For example, rather than a basket comprising twenty identical packages of chocolate chip cookies with diminishing marginal utility regarding each addition package of cookies, one has a basket comprising a variety of items such as cookies, milk, coffee, lettuce, tomatoes, a haircut and a book with each item having maximum marginal utility thus yielding maximum total utility for the particular basket.
Let us assume on a given day consumer A acquires basket X of goods, services, and actions and has achieved maximum total utility. That the particular basket yields maximum satisfaction given price and the allocation of scare resources with alternative uses. All is tidy and neat as consumer A has reached maximum total utility!
-Or- did A not reach maximum total utility due to market intervention-distortions by third parties?
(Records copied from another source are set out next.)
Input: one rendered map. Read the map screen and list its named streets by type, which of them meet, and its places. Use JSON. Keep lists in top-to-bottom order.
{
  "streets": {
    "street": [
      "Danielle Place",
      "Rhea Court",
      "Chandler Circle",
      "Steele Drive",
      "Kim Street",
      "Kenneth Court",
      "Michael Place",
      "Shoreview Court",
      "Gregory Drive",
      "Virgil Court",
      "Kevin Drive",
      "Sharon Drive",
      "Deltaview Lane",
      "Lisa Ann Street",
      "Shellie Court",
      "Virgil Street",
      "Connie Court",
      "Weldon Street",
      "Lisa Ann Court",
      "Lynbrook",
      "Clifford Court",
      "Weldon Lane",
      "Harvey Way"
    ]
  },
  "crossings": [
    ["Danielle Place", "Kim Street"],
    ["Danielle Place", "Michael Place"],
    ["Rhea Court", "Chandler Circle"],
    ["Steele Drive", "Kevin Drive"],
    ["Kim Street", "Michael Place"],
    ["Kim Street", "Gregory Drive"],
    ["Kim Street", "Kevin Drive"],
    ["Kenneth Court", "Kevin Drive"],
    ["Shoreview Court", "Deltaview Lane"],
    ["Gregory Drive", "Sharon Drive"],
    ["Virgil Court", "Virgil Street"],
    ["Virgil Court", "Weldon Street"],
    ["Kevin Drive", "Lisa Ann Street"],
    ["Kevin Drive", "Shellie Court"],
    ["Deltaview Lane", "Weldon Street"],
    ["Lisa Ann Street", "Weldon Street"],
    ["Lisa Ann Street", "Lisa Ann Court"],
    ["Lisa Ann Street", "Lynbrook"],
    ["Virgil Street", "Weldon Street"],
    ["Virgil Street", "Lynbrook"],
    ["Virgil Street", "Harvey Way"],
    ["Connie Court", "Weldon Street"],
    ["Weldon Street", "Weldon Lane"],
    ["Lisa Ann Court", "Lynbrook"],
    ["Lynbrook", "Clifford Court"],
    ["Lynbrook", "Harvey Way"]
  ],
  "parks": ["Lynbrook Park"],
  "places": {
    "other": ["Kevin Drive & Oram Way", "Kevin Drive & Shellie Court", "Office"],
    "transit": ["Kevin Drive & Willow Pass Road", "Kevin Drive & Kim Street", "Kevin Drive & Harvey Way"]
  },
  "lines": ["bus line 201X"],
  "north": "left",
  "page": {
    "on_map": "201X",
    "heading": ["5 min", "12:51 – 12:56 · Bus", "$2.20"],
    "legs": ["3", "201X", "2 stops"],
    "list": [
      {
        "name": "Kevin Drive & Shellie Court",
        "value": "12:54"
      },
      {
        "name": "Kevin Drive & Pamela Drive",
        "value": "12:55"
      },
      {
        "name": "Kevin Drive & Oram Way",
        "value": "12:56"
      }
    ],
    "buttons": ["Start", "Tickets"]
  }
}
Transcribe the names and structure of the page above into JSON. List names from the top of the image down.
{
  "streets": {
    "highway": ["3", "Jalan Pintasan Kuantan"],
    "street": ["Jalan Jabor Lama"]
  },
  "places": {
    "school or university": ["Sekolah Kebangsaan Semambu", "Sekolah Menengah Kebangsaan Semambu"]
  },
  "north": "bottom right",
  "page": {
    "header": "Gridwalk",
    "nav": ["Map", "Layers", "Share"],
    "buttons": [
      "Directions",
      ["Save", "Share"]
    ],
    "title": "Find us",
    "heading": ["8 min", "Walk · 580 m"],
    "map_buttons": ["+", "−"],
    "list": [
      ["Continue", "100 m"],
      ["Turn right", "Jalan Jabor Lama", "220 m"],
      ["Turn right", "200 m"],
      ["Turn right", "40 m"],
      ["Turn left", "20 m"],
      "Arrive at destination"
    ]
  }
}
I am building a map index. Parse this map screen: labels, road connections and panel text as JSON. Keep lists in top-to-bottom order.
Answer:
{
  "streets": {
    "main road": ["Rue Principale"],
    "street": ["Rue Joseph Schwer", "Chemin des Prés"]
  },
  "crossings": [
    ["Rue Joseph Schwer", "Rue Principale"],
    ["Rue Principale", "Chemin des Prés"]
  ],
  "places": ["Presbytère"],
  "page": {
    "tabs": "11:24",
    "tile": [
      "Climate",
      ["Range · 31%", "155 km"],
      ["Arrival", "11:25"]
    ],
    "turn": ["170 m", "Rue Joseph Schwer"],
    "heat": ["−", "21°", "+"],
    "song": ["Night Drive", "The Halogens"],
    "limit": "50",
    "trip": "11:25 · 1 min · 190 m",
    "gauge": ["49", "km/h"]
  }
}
The assumptions in the example above is that A reaches maximum utility given “market constraints“. However, if market constraints become market constraints and market intervention-distortions by third parties, does A reach maximum total utility?
What if third party decisions, resulting in market intervention-distortion, cause consumer A to acquire basket X3P [where X3P represents the assortment of goods, services, and actions available due to third party market intervention-distortion]. That is to say, consumer A wanted to reach maximum total utility by having the freedom to choose and hence acquiring basket X of goods, services, and actions. However consumer A was unable to actually find X.
Consumer A could not find X as third party market intervention-distortion precluded X and substituted X with available option X3P.
Therefore consumer A does not reach his particular maximum total utility as he never acquired X. In essence, A acquires X3P due to third party market intervention-distortion. A is not at the point of maximum total utility. If A is not at maximum total utility where did the difference go?
Before we examine the missing maximum total utility, we need to consider a statement by Harold Demsetz, department of economics UCLA, from his book From Economic Man to Economic System, Chapter 10, pages 141 -159, entitled The Public Corporation: Its Ownership and Control. Demsetz writes on page 158:
‘A tax levied on corporate profit reduces the care and effort owners put into its operation, since part of the return that would have been received by owners will go to the state. Defacto, private owners of the corporation are saddled with a shirking partner, the state, which takes part of the revenue and provides none of the effort to improve the firm’s return. Consequently the greater is the corporate tax rate, the greater the incentive for corporate owners and management to pursue the “quiet life”.’
If state [government] acts as a “shirking partner” (which takes part of the revenue and provides none of the effort to improve the firm’s return) then do third party market intervention-distortions also act as a “shirking partner” in regards to A‘s quest for maximum total utility? Since A is not at maximum total utility did the difference go to the shirking partner represented by a third party advocating market intervention-distortions?
Now examine these observations by Thomas Sowell from his book The Vision of the Anointed, pages 74 and 75:
‘One of the problems faced by “consumer advocates” in general is how to make the consumers’ own preferences disappear from the argument, since consumer sovereignty conflicts with moral surrogacy by the anointed.’
‘Displacing responsibility from the consumer to the producer has been a crucial part of consumer advocacy.’
‘…approach boils down to is that third parties should preempt the consumer’s choice…’
Sowell is basically stating that third parties that advocate their particular choices know its poor politics to attack the consumers’ particular preference hence they preempt the consumers’ preference at the producer level. That its much better politics to attack the producer. By attacking the producer the third party advocate superimposes their particular choices on the producer and hence preempts the choices of the consumer.
Now we return to the question:
If A is not at maximum total utility where did the difference go?
The missing utility is captured by the third party. The third party might merely be do-gooders that capture utility in the form of “satisfaction” [utility] that they have somehow, some way, solved/improved the consumer’s preference by morphing the preference into their particular preference. Other third parties, acting as economic rent seekers, benefit from the morphing preference. Stated alternatively, a second set of third parties directly benefit from the preference being directed to the preference they in fact produce.
I hope that many will take the time to read and digest this. It is not gibberish.